There are two other skills that were key to making progress in the uncertainty of that first phase of the crisis: communication and charisma.
Once again, IESE Business School financial aid us to define communication in core topic management core topic : listening and transmitting effectively, using the right medium and style, and contrasting sources of information.
Whoever knew how to handle it won a good part of the battle. The news, the fakes, the hoaxes, the over-information, the memes, the criticisms, the whatsapp beeping every half minute, made knowing the correct information an art in these first moments of the crisis. What was true? Why did so much and such disparate information arrive? Don't they know or are they manipulating? Wasn't the opposite said yesterday? What do I transmit to my team? How? When? These were all questions we asked ourselves several times a day.
Handling it has been difficult, but as the days went by we realized where the reliable sources were, the solvent voices, where to find truthful information, what not to pay attention to, what media were the best to reach our people, what they expected to be told and so many other things.
We have found that sharing information in a transparent and prudent manner, financial aid to build trust in teams, which leads to commitment and cohesion of the team itself.
Finally, one skill that in that uncertainty was fundamental for whoever was in charge was charisma. Not in the core topic with which the word sometimes betrays us, leading us to heroic deeds of a chosen few who possessed a gift. History has given examples.
Nothing of the sort. The managerial skill "charisma", like all of them, can be acquired, since in the business environment it consists of issues such as encouraging and exciting those around, inspiring confidence and giving meaning to what they do, motivating them to achieve the objectives, sometimes small and unimportant, but objectives that keep us united and our heads busy. And always in the background that old adage, the frontispiece of what should be the example, that the command should always be in the places of greatest risk and fatigue, characteristics that have been very much in evidence during these first weeks of crisis, and that well define this environment of uncertainty.
A simple but forceful example was that of a young manager who, in the midst of chaos and discouragement, at a moment of confinement in which there was still no light at the end of the tunnel and in the distance that virtuality produces with her team, announced to her collaborators that in two days the Easter vacations would begin and that they would have to rest during those days. It was nine o'clock in the morning of a nondescript Tuesday, a bad time to get courage from where there was none, but with a certain grace and charm to cheer them up, from the kitchen of her house -place of work those days- and exhausted by the care of a little girl who forced her to get up at 05AM to "be able to work", she managed to excite again a bewildered team.
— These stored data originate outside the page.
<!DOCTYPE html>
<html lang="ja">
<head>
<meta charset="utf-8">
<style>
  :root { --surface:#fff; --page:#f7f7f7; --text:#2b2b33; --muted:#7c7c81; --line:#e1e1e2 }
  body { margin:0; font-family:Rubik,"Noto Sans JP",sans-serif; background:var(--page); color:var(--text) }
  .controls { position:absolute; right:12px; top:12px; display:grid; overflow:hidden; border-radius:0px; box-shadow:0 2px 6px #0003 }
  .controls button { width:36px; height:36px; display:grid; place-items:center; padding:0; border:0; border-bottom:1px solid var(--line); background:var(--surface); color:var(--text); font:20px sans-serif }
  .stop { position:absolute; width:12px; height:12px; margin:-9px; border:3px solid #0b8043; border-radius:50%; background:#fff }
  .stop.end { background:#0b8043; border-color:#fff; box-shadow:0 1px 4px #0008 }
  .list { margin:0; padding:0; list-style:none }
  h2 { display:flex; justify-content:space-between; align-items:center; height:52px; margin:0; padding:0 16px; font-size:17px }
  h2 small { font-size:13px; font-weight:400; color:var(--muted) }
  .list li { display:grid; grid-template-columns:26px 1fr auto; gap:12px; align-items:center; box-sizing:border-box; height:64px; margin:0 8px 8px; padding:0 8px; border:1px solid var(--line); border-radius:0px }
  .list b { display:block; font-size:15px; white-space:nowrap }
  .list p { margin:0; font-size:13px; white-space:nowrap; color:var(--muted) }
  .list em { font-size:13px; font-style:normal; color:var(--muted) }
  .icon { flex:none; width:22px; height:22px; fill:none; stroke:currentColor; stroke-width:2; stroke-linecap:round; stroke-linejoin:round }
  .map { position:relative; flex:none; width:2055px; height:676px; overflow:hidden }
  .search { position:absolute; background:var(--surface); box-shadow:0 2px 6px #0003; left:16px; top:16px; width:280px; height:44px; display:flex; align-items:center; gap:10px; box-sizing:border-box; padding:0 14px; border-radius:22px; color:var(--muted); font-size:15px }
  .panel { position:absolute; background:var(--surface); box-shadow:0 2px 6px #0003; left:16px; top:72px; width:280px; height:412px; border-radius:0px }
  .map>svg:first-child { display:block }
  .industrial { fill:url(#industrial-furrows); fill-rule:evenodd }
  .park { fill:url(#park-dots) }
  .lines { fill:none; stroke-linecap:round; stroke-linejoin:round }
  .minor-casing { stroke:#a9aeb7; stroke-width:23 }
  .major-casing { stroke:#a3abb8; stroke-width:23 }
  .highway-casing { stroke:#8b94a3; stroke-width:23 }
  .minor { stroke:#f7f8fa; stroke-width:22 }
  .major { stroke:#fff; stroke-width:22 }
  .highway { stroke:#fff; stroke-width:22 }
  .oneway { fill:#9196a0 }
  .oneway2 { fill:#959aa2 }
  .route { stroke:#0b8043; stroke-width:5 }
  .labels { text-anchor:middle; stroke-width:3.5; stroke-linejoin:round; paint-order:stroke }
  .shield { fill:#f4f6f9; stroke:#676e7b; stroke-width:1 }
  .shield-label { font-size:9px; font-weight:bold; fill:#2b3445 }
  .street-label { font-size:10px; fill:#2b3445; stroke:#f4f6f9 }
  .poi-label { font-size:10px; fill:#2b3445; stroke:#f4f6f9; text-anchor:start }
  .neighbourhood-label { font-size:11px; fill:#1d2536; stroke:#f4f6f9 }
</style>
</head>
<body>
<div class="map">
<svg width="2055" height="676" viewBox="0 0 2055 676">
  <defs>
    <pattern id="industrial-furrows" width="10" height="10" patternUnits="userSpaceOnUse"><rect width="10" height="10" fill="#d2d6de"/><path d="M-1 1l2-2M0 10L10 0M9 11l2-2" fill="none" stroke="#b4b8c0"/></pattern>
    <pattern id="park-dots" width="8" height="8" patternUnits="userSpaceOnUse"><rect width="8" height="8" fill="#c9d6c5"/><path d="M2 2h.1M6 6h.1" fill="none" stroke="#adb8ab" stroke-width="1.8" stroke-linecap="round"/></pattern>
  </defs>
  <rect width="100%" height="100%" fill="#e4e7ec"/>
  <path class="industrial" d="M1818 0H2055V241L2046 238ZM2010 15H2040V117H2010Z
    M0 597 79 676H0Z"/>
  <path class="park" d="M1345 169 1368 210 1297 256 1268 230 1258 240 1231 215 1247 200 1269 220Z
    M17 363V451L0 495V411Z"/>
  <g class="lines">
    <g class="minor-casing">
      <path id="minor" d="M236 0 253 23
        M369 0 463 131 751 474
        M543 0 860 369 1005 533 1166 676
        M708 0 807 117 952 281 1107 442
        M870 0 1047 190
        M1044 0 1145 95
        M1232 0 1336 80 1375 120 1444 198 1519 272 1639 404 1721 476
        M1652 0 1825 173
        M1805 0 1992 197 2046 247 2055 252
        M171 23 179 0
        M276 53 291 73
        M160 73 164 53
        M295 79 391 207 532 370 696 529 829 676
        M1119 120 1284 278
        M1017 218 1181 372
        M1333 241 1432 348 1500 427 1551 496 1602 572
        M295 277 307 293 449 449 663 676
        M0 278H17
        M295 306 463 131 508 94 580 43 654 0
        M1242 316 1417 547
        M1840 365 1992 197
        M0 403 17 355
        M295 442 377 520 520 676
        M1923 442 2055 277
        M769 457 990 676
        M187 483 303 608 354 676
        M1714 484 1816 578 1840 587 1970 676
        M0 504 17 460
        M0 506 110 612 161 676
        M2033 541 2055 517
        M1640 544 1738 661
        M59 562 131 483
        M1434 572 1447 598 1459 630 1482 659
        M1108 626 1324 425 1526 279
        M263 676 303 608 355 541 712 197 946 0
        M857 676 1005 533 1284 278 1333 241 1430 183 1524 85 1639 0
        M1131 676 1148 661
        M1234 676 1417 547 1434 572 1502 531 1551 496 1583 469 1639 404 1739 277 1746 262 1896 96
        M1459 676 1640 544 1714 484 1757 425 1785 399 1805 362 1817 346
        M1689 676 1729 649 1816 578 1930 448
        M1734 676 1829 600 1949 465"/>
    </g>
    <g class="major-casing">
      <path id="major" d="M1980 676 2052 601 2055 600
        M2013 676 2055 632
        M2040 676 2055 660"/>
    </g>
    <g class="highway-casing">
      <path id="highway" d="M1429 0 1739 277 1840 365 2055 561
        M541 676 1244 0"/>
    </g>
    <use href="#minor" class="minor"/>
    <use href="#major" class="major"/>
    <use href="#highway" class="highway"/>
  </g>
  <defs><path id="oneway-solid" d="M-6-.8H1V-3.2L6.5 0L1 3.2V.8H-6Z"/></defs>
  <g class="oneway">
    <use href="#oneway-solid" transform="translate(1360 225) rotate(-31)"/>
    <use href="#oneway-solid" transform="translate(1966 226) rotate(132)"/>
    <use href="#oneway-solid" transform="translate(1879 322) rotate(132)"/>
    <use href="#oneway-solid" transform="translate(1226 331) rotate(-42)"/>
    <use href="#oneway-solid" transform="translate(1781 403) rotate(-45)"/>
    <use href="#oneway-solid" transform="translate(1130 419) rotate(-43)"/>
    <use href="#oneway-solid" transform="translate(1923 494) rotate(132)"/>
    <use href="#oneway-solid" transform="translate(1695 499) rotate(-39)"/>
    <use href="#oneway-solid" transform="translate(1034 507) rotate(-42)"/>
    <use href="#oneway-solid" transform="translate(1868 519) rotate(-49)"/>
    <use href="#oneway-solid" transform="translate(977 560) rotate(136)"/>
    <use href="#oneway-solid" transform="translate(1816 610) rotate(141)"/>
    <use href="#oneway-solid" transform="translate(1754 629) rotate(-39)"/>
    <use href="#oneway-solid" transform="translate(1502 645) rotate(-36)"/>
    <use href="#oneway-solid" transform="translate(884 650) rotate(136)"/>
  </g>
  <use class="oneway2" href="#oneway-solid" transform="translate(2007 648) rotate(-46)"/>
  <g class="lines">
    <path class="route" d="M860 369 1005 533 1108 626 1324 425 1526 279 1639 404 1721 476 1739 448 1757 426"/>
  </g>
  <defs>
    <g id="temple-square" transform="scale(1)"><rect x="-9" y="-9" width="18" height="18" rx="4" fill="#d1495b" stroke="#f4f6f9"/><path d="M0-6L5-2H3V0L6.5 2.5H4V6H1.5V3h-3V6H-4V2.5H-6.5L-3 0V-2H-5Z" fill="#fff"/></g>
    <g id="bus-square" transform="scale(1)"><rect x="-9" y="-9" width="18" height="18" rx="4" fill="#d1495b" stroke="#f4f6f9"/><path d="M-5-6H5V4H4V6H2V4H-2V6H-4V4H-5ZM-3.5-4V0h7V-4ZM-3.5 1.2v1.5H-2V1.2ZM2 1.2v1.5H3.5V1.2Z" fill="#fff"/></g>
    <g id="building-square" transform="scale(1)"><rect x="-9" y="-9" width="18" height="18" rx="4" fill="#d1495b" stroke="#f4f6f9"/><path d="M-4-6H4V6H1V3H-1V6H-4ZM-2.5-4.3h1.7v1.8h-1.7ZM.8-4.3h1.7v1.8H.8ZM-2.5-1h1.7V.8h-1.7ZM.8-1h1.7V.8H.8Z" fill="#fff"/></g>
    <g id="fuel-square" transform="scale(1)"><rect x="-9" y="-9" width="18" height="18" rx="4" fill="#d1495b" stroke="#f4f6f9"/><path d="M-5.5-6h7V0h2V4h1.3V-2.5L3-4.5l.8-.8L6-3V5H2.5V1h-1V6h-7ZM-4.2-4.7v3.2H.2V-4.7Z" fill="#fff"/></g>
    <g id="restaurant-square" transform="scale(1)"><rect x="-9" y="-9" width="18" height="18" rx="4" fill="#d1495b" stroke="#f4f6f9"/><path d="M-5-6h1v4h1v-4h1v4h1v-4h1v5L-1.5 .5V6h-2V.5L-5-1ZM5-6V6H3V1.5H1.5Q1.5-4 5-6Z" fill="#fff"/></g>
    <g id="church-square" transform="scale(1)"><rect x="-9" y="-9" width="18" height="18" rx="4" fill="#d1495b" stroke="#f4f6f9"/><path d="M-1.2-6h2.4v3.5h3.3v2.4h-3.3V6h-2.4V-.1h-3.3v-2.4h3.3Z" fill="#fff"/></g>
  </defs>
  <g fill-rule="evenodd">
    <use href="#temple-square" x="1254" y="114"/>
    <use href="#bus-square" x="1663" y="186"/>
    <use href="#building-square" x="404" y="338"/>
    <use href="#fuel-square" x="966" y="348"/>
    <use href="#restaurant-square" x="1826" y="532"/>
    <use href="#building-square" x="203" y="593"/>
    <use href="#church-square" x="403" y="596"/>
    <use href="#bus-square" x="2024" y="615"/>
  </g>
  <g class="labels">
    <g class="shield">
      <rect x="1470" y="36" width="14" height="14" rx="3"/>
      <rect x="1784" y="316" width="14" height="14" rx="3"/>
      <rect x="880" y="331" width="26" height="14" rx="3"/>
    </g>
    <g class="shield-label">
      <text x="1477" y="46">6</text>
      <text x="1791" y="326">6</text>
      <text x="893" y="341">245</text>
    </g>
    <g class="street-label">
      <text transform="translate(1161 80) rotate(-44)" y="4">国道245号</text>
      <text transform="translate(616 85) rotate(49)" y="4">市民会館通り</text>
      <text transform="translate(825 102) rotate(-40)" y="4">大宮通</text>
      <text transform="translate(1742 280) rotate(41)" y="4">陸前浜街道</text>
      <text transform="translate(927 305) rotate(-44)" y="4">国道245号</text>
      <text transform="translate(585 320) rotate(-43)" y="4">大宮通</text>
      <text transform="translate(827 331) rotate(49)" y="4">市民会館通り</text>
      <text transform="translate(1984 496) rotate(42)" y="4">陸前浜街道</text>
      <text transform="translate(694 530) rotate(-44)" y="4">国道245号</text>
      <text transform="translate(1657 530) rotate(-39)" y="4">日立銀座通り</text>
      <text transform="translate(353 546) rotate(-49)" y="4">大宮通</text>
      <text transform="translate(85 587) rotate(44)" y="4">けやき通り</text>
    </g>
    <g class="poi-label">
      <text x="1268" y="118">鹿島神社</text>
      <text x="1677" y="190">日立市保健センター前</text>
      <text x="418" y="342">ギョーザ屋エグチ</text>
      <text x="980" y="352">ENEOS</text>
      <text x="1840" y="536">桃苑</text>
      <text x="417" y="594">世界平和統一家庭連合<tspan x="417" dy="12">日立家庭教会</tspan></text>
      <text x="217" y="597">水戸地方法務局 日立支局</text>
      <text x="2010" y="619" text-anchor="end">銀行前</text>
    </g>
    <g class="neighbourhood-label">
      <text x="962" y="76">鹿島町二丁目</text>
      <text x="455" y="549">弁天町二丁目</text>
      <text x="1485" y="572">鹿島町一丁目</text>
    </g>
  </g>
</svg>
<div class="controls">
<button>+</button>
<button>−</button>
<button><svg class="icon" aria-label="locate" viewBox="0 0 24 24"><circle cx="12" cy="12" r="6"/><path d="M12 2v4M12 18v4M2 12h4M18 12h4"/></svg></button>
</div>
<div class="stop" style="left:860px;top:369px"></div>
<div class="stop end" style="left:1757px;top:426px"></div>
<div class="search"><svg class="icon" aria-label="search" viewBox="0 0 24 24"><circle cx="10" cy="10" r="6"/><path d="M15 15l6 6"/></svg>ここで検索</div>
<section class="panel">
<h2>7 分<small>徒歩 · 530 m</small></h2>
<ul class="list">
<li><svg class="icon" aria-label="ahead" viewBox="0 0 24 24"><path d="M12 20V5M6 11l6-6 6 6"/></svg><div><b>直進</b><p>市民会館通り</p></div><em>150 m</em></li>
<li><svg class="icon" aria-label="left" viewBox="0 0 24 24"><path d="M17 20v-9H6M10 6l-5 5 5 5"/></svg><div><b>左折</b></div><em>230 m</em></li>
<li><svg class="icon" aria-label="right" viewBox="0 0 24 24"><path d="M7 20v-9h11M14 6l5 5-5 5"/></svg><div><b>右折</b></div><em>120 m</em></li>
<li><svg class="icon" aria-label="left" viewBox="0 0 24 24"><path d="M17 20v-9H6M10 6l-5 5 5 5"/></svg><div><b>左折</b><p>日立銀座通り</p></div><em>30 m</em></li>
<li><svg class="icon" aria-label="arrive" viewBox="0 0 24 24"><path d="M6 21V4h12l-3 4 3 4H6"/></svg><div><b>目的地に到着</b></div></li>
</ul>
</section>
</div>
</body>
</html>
That's charisma: so much and so little.
Conclusion. We have been preparing ourselves for years for change, globalization, the complex, the agile, but in the end it is the same old recipes, adapted to the circumstances, that help us to move forward. Thinking of others and worrying about them, doing things well, not complaining, knowing ourselves well, knowing how to overcome, being patient, honest, transparent, exemplary and humble make uncertainty an opportunity to get something good out of uncertainty.